Offzip - deflate/zlib scanning and extraction

aluigi · Post by **aluigi** » Tue Aug 05, 2014 9:34 am

Tool:
Offzip - http://aluigi.org/mytoolz.htm#offzip

Abstract:
dump zlib/deflate compressed data, help in reversing file formats, why scanning compressions isn't possible with any algorithm

Imagine a situation in which you have a file and you have no idea of its content or you don't know its format to create a parser.

The first thing to try is usually checking if there is compressed data in it and extracting it on the fly or you can use some information about the compressed and uncompressed size to write a file format parser.
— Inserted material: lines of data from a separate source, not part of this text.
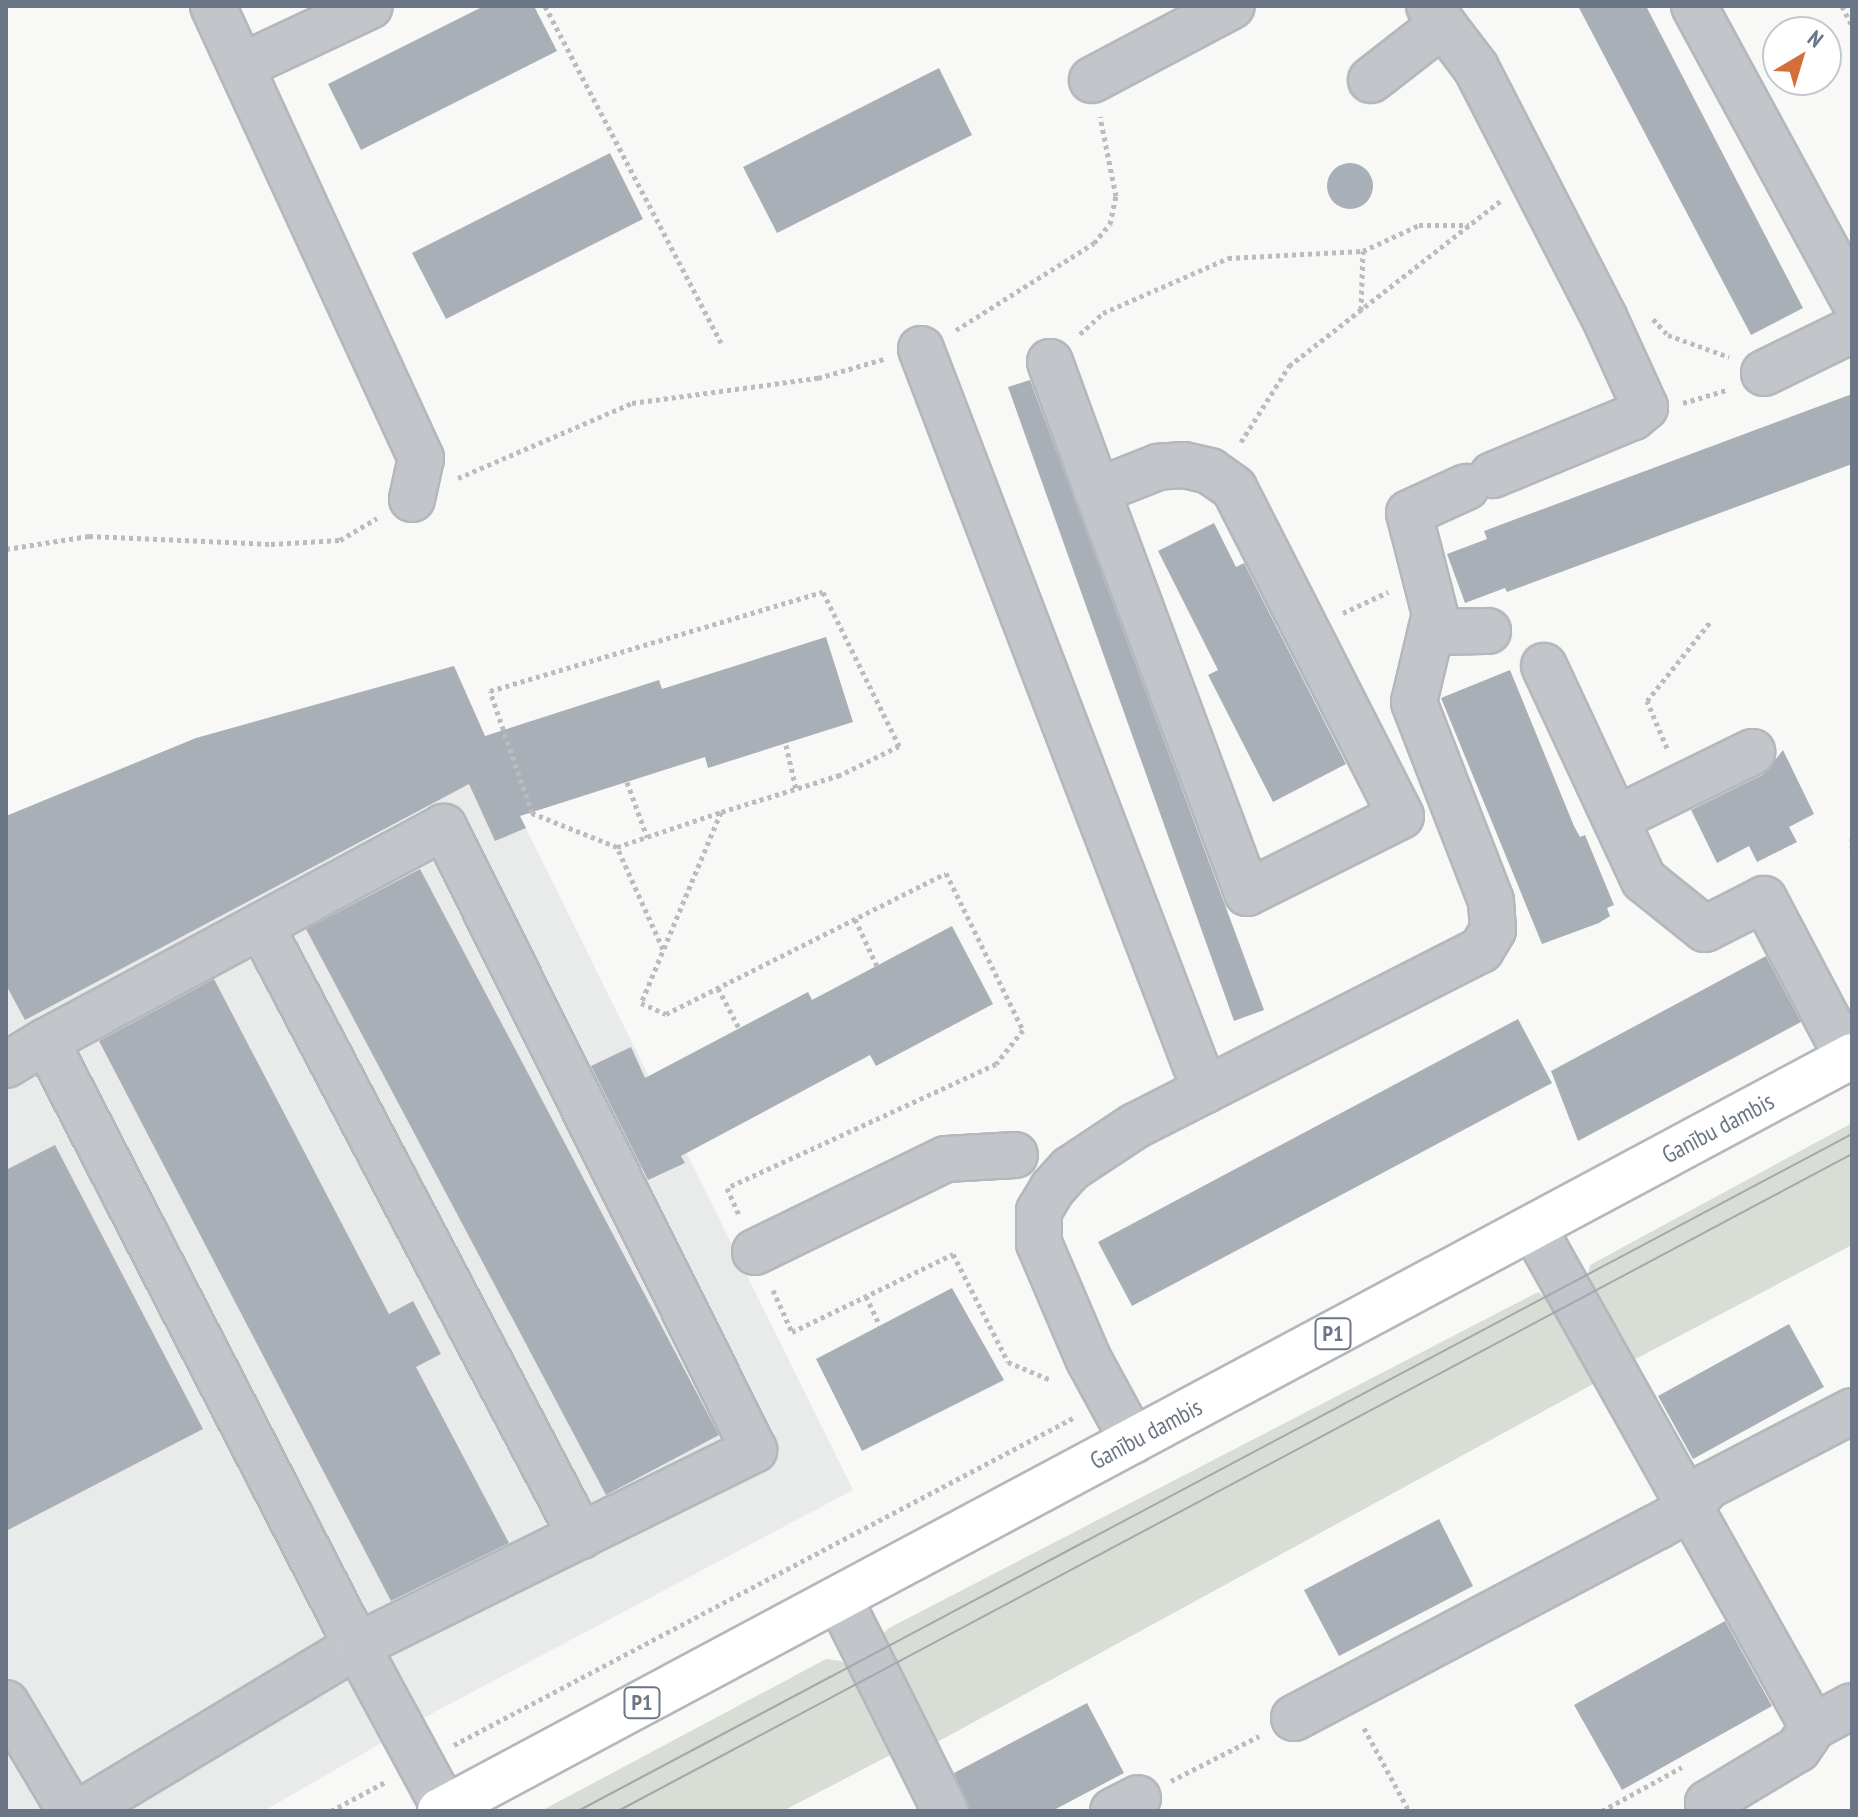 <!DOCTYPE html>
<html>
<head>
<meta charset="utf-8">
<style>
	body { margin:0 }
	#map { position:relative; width:1858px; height:1817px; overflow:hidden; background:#f8f9f6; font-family:"PT Sans Narrow",sans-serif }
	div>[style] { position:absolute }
	.built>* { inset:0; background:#e9eaea }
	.green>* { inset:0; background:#d8ddd6 }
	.building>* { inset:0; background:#a9afb6 }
	.round { border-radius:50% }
	.path>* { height:5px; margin-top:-2.5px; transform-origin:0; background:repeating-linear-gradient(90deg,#babcbf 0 4px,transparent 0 8px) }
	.roads { filter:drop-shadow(2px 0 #b4b7bc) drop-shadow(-2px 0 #b4b7bc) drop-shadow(0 2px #b4b7bc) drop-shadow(0 -2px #b4b7bc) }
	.minor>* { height:44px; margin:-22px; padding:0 22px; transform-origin:22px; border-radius:22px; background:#c2c5c9 }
	.major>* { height:44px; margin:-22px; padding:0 22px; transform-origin:22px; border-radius:22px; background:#fff }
	.tram>* { height:2px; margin:-1px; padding:0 1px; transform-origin:1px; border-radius:1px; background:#a4a8ae }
	span { translate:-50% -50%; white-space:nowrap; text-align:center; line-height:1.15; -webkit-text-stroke:8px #fff; paint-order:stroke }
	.shield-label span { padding:2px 6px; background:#fff; border:2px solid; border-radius:6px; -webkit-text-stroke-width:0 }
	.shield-label { font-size:22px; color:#6a7685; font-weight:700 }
	.street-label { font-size:24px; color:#6a7685 }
	.frame { position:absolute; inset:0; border:8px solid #6a7685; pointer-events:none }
	.north { position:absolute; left:1762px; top:16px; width:80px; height:80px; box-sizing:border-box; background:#fff; border:2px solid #c3c8ce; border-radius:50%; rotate:38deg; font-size:22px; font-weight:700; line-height:32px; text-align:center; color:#6a7685 }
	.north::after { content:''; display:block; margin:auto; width:28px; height:36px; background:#d46f3b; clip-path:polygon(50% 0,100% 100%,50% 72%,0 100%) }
</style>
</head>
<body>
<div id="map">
	<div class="built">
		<i style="clip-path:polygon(454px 666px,526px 828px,853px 1490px,433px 1713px,264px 1811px,6px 1811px,6px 816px)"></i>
	</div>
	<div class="green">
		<i style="clip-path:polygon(1852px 1123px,1852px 1245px,1626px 1364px,1586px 1284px,1590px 1265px)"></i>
		<i style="clip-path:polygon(1538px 1292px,1552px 1303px,1595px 1383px,928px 1747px,879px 1637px,889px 1628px)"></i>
		<i style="clip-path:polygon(826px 1659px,841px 1661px,855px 1673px,898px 1751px,783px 1811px,541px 1811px)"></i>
	</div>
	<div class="building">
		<i style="clip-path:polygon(484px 6px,534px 6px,557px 51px,361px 150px,328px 84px)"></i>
		<i style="clip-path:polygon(1578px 6px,1646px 6px,1803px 308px,1751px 335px)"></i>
		<i style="clip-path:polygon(939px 68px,972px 135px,777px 233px,743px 167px)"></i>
		<i style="clip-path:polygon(610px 153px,643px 219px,446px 319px,412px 253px)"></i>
		<i class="round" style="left:1327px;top:163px;width:46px;height:46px"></i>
		<i style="clip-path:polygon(1030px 380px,1264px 1010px,1234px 1021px,1008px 387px)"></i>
		<i style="clip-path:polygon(1852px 394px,1852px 464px,1507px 592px,1505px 588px,1465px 603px,1447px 554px,1487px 539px,1484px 531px)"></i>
		<i style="clip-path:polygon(1214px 523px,1236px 567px,1244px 563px,1346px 764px,1273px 802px,1208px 675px,1218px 670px,1158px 551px)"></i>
		<i style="clip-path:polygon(826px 637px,853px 722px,708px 768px,705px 757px,520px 816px,526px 828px,495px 841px,469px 784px,25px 1020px,6px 985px,6px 816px,196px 738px,454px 666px,485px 736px,659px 680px,662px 689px)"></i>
		<i style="clip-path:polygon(1510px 670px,1574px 826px,1580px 837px,1585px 835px,1614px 905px,1607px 908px,1610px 916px,1599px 923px,1542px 944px,1441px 698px)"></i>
		<i style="clip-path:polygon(1783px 750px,1814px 814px,1789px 827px,1797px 842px,1757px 862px,1749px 846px,1717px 863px,1691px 810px,1764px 774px)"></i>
		<i style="clip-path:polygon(420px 869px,719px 1435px,606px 1495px,306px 929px)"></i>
		<i style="clip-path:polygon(952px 926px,993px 1004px,876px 1066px,870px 1055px,681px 1156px,685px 1163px,648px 1180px,591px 1066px,631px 1047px,645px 1078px,808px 992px,812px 1000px)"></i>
		<i style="clip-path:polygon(1766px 956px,1801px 1022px,1578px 1141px,1551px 1071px)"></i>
		<i style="clip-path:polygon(214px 979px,389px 1314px,413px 1301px,441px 1354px,416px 1367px,509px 1543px,391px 1601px,99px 1041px)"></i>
		<i style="clip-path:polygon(1518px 1019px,1552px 1083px,1132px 1306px,1098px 1242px)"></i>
		<i style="clip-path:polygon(55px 1145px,203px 1429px,6px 1531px,6px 1170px)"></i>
		<i style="clip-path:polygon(952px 1288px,1004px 1380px,862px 1451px,816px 1359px)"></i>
		<i style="clip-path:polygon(1789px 1324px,1824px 1387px,1693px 1459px,1658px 1396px)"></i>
		<i style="clip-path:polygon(1439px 1519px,1473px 1586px,1339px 1656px,1304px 1590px)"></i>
		<i style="clip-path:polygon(1725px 1621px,1772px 1706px,1622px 1790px,1574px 1705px)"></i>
		<i style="clip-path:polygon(1087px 1703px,1124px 1773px,1052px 1811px,970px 1811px,954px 1773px)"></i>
	</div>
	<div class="path">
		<i style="left:545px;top:6px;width:380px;rotate:62.4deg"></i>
		<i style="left:1842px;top:6px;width:22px;rotate:63deg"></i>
		<i style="left:1361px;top:310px;width:59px;rotate:-88.1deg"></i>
		<i style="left:1653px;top:319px;width:22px;rotate:47deg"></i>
		<i style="left:1668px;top:335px;width:65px;rotate:19.8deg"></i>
		<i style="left:956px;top:330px;width:163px;rotate:-32.2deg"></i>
		<i style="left:1094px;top:243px;width:25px;rotate:-50deg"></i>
		<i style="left:1110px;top:224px;width:29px;rotate:-78deg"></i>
		<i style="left:1116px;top:196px;width:81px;rotate:-101.4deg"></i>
		<i style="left:1080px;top:334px;width:31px;rotate:-42deg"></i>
		<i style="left:1103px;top:313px;width:137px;rotate:-23.7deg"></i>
		<i style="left:1228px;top:258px;width:135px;rotate:-3deg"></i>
		<i style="left:1363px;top:251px;width:62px;rotate:-24.9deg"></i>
		<i style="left:1419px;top:225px;width:50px"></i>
		<i style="left:1683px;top:403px;width:46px;rotate:-16.5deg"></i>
		<i style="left:1241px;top:442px;width:90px;rotate:-57.7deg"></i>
		<i style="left:1289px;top:366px;width:268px;rotate:-38deg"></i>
		<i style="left:458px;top:478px;width:189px;rotate:-23.3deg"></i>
		<i style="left:632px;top:403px;width:188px;rotate:-7.7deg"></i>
		<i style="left:818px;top:378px;width:69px;rotate:-16.1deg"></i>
		<i style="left:6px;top:549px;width:84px;rotate:-8.9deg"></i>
		<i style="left:89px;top:536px;width:182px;rotate:2.5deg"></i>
		<i style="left:271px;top:544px;width:69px;rotate:-3.3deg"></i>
		<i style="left:340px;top:540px;width:43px;rotate:-30.7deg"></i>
		<i style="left:1343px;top:613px;width:50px;rotate:-25deg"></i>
		<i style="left:786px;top:745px;width:45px;rotate:77.2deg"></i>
		<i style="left:1667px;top:748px;width:51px;rotate:-113.1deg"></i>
		<i style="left:1647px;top:701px;width:101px;rotate:-51.4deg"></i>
		<i style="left:627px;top:782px;width:59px;rotate:70deg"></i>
		<i style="left:1852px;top:838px;width:10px;rotate:90deg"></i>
		<i style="left:617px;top:847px;width:92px;rotate:-158.2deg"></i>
		<i style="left:532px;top:813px;width:129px;rotate:-109deg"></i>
		<i style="left:490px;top:691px;width:347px;rotate:-16.6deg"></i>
		<i style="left:823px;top:592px;width:172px;rotate:63.7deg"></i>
		<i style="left:899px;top:746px;width:66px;rotate:153.8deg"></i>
		<i style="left:840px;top:775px;width:125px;rotate:162.7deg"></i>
		<i style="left:721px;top:812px;width:207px;rotate:112.7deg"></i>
		<i style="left:641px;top:1003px;width:27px;rotate:24deg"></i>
		<i style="left:666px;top:1014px;width:313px;rotate:-26.7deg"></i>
		<i style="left:946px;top:873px;width:175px;rotate:63.9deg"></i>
		<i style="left:1023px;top:1030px;width:43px;rotate:128.5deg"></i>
		<i style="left:996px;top:1064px;width:296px;rotate:155.3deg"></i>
		<i style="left:727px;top:1188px;width:30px;rotate:66deg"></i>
		<i style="left:855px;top:919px;width:52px;rotate:64.9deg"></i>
		<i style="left:663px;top:949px;width:112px;rotate:-114.3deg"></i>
		<i style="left:617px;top:847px;width:110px;rotate:-18.6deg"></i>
		<i style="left:718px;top:988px;width:45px;rotate:62.3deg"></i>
		<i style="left:773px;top:1290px;width:46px;rotate:65.7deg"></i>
		<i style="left:792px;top:1332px;width:179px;rotate:-25.8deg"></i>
		<i style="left:953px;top:1254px;width:121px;rotate:63deg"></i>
		<i style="left:1008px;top:1362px;width:47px;rotate:22.7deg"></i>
		<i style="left:866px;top:1296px;width:33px;rotate:65deg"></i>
		<i style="left:1364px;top:1728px;width:94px;rotate:61.5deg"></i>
		<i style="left:454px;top:1745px;width:702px;rotate:-27.84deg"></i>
		<i style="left:1171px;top:1781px;width:99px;rotate:-27.1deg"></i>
		<i style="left:331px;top:1811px;width:61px;rotate:-28.2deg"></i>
		<i style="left:1602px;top:1811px;width:91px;rotate:-28.8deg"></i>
	</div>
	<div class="roads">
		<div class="minor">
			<i style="left:213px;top:6px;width:498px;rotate:65.3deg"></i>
			<i style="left:421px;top:458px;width:42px;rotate:102.4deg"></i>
			<i style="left:1429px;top:6px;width:78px;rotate:52.8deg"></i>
			<i style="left:1476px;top:68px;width:280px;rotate:62.8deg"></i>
			<i style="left:1604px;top:317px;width:99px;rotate:65.5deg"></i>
			<i style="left:1645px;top:407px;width:16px;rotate:140deg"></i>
			<i style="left:1633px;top:417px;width:152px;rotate:157.5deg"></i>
			<i style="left:1694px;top:6px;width:331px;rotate:61.5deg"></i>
			<i style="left:242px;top:66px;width:141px;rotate:-25.1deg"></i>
			<i style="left:1092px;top:80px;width:158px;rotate:-27.9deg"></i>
			<i style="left:1371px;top:80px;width:91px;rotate:-37.9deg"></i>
			<i style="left:921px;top:349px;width:794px;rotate:69.03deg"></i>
			<i style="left:1050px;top:362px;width:137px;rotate:70deg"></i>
			<i style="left:1097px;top:491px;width:429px;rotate:69.5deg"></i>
			<i style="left:1247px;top:893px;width:172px;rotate:-26.6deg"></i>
			<i style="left:1401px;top:816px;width:368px;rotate:-117deg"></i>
			<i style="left:1234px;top:488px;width:29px;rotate:-145deg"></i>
			<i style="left:1210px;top:471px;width:27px;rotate:-167deg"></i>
			<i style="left:1184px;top:465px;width:26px;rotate:176deg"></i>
			<i style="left:1158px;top:467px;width:66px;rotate:158.5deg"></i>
			<i style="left:1764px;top:373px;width:98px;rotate:-26deg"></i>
			<i style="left:1431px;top:632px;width:57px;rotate:-1deg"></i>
			<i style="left:1544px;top:666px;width:236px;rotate:65deg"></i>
			<i style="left:1644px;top:880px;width:78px;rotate:38.8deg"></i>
			<i style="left:1705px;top:929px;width:66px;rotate:-27deg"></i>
			<i style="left:1764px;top:899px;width:180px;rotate:62.2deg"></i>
			<i style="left:1616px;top:819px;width:152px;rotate:-26.2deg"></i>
			<i style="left:261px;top:926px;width:689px;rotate:62.32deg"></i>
			<i style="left:6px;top:1065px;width:47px;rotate:-31deg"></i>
			<i style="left:1533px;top:1227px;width:573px;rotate:60.75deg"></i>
			<i style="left:1813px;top:1727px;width:27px;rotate:124deg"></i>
			<i style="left:1798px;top:1749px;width:105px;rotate:149deg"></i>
			<i style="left:1708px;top:1803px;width:11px;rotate:49deg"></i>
			<i style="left:755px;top:1252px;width:212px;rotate:-26deg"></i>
			<i style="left:946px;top:1159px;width:69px;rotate:-3.3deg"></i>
			<i style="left:1133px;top:1441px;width:94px;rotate:-118.5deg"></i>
			<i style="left:1088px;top:1358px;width:125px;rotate:-113.1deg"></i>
			<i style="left:1039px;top:1243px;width:32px;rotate:-90deg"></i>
			<i style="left:1039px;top:1211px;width:26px;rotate:-59deg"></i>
			<i style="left:1052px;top:1189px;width:27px;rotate:-48deg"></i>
			<i style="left:1070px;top:1169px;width:78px;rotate:-33.5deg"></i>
			<i style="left:1135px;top:1126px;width:388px;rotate:-27deg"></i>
			<i style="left:1481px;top:950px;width:23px;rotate:-59deg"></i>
			<i style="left:1493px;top:930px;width:29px;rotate:-94deg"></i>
			<i style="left:1491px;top:901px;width:213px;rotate:-111.2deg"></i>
			<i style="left:1414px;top:702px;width:90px;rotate:-76.6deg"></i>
			<i style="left:1435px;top:614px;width:104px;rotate:-104.4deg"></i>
			<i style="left:1409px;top:513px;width:63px;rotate:-24.5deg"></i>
			<i style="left:839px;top:1598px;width:238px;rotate:63.5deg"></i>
			<i style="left:6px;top:1703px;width:126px;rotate:59.3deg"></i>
			<i style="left:1294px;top:1718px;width:410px;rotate:-27.8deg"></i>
			<i style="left:1657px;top:1527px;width:34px;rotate:-30deg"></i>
			<i style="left:1687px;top:1510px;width:32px;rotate:-49deg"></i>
			<i style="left:1708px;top:1486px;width:162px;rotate:-27.5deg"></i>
			<i style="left:1813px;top:1727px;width:44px;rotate:-28.3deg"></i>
			<i style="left:82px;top:1811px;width:321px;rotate:-31deg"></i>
			<i style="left:357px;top:1646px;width:443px;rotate:-26.3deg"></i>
			<i style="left:754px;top:1450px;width:696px;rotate:-116.45deg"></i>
			<i style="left:444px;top:827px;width:452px;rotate:151.7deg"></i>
			<i style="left:46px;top:1041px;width:680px;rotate:62.79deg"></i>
			<i style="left:357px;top:1646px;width:185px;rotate:61.6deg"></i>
			<i style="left:1113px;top:1811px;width:28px;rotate:-27deg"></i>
		</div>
		<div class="major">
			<i style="left:440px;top:1811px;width:1601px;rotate:-28.13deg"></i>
		</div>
	</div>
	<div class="tram">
		<i style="left:578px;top:1811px;width:1443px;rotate:-27.99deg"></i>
		<i style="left:618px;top:1811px;width:1398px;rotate:-28.03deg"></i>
	</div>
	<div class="shield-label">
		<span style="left:1333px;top:1334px">P1</span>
		<span style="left:642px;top:1703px">P1</span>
	</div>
	<div class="street-label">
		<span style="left:1718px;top:1128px;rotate:-28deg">Ganību dambis</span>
		<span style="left:1146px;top:1434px;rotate:-28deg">Ganību dambis</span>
	</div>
	<div class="frame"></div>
	<div class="north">N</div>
</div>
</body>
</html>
The most used compression algorithm in the world is deflate, also known as zlib.
Deflate and zlib are basically the same algorithm but with a small important difference:

deflate [url=http://www.ietf.org/rfc/rfc1951.txt‎]RFC1951[/url] is the pure compressed stream: no headers, just data
zlib [url=http://www.ietf.org/rfc/rfc1950.txt‎]RFC1950[/url] is a deflate stream with a small header at the beginning and a CRC at the end
You can recognize it due to the presence of the 0x78 byte at the beginning of the compressed data

Just for the record, there is also the Gzip [url=http://www.ietf.org/rfc/rfc1952.txt‎]RFC1952[/url] compression but it's mainly a container rather than a stream compression and it supports other algorithms, not only deflate.

The problem of compression algorithms is that without a CRC it's impossible to know if the decompressed data is valid or just a sort of "false positive".

In this case zlib gives excellent results and we can really scan a whole file extracting all the compressed streams almost without false positives.

Instead with deflate we will get many false positives and so it's up to us to understand if it's used for real or not.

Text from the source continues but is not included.